Processors that have the vendor string AuthenticAMD are supported in version 5.1 and higher. For these, the kernel expects cache characteristics from cpuid leaves 0x80000005 and 0x80000006.
If executing cpuid leaf 0x80000000 returns at least 0x80000005 in eax, then leaf 0x80000005 is supported and executing it returns the NTA granularity in cl.
If executing cpuid function 0x80000000 returns at least 0x80000006 in eax, then leaf 0x80000006 is supported and executing it returns cache characterics in ecx:
For family 6, model 3, stepping 0, the cache size is taken to be 64KB whatever the result from cpuid.

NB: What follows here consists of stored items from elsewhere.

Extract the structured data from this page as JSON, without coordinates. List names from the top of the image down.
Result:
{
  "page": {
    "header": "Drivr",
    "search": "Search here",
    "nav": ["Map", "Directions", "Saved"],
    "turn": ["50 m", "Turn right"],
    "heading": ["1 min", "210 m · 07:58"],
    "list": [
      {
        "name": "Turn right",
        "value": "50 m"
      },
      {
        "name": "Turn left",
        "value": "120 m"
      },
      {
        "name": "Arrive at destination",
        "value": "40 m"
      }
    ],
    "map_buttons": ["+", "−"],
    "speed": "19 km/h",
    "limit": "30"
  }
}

Associativity is encoded according to the following table:
Encoding | Associativity | Applicable Versions |
---|---|---|
0x02 | 2 | 5.1 and higher |
0x04 | 4 | 5.1 and higher |
0x06 | 8 | 5.1 and higher |
0x08 | 16 | 5.1 and higher |
0x0F | 16 | 5.2 and higher |
else | 1 | 5.1 and higher |
Recognition of 0x0F for the high four bits is prevented until version 5.2 because of a coding error (which did not get fixed in chronologically later service packs of version 5.1).
Not until version 6.2 are processors whose vendor string is CentaurHauls even considered for any sort of determination of their cache characteristics. Now that they are, they’re treated exactly as if they’re GenuineIntel.